Film score by James Newton Howard
- Released: 4 November 2016 (vinyl) 18 November 2016 (digital/physical)
- Recorded: 2016
- Studios: Abbey Road Studios (Westminster, London)
- Genre: Soundtrack
- Length: 72:00 (Standard edition) 100:00 (Deluxe edition)
- Label: WaterTower Music
- Producers: James Newton Howard; Sven Faulconer;

James Newton Howard chronology
| The Huntsman: Winter's War (2016) | Fantastic Beasts and Where to Find Them (Original Motion Picture Soundtrack) (2016) | Detroit (2017) |

= Fantastic Beasts and Where to Find Them (soundtrack) =

Fantastic Beasts and Where to Find Them (Original Motion Picture Soundtrack) is the film score to the 2016 film of the same name, composed by James Newton Howard. A limited edition vinyl was first released on 4 November 2016. The soundtrack was later released in both digital and physical formats on 18 November 2016 by WaterTower Music.

==Background==
On 6 April 2016, it was announced that James Newton Howard would be composing the music for the film with veteran Harry Potter director David Yates at the helm and J. K. Rowling penning the screenplay. Howard stated that the film posed a "particular challenge" for him as it needed to be different and distinguishable from the previous Harry Potter films which saw iconic themes from acclaimed composers John Williams, Patrick Doyle, Nicholas Hooper and Alexandre Desplat. In an interview with Pottermore, Howard stated that "it really is a balance of keeping the magic, the slight tension and the comedy. You don't want it to be too much one way or the other. It's always a balancing act between things like pace, character point of view, action and humour." Discussions with Yates, suggested that the music should feel "like we're being invited into a grand adventure".
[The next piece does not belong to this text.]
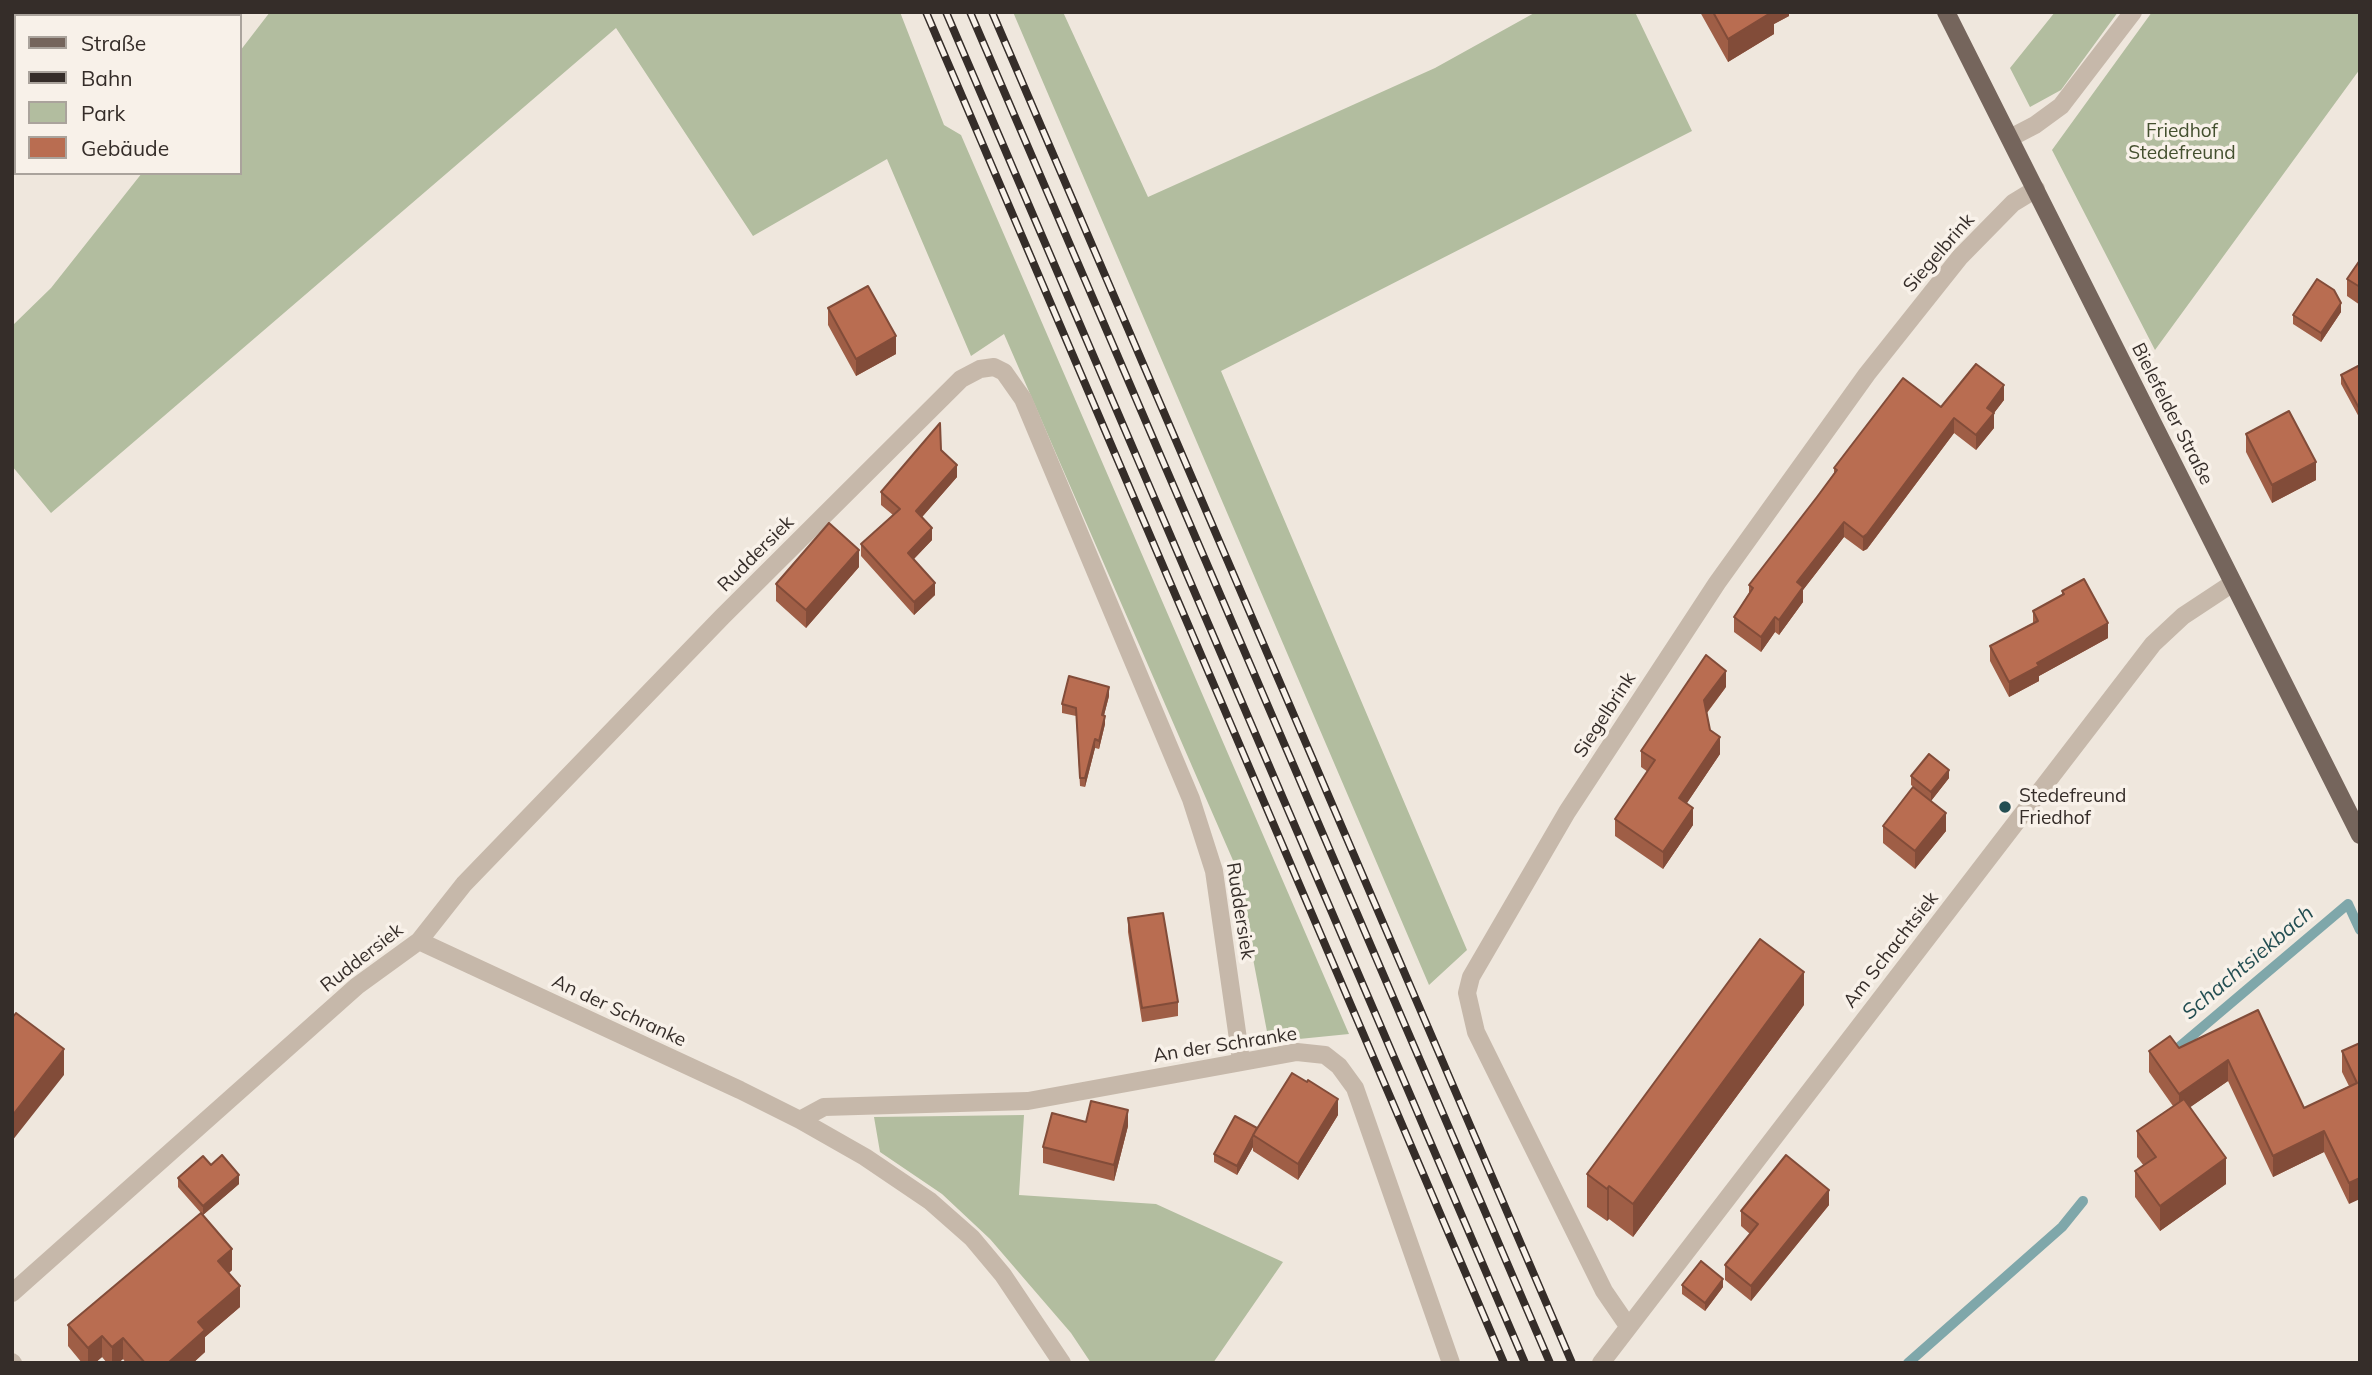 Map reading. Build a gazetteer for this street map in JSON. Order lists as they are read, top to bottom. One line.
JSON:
{"streets":{"main road":["Bielefelder Straße"],"street":["Siegelbrink","Ruddersiek","Am Schachtsiek","An der Schranke"]},"crossings":[["Siegelbrink","Bielefelder Straße"],["Siegelbrink","Am Schachtsiek"],["Bielefelder Straße","Am Schachtsiek"],["Ruddersiek","An der Schranke"]],"water":["Schachtsiekbach"],"parks":["Friedhof Stedefreund"],"places":["Stedefreund Friedhof"],"legend":["Straße","Bahn","Park","Gebäude"]}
Howard spent the majority of the time writing the themes at his piano for the main characters. For the character of Newt, he wrote two primary themes, a theme that displays Newt's warm personality and whimsicalness, and a theme for Newt's heroic actions which Howard calls "kind of the big, muscular hero theme". For Jacob, Howard crafted a tune that encompasses "lazy, bluesy 1920s quasi-jazzy kind". There were also themes for the creatures namely, the Erumpent, Demiguise and the Niffler.

The score was conducted by Pete Anthony with a 97-piece of the London Symphony Orchestra and was recorded at Abbey Road Studios in London, with orchestrations provided by Anthony, Jeff Atmajian, Peter Boyer, David Butterworth, Chris Egan, Jim Honeyman, Philip Klein, Jon Kull and John Ashton Thomas. The score was mixed by Shawn Murphy.

==Track listing==
All tracks are composed and performed by James Newton Howard.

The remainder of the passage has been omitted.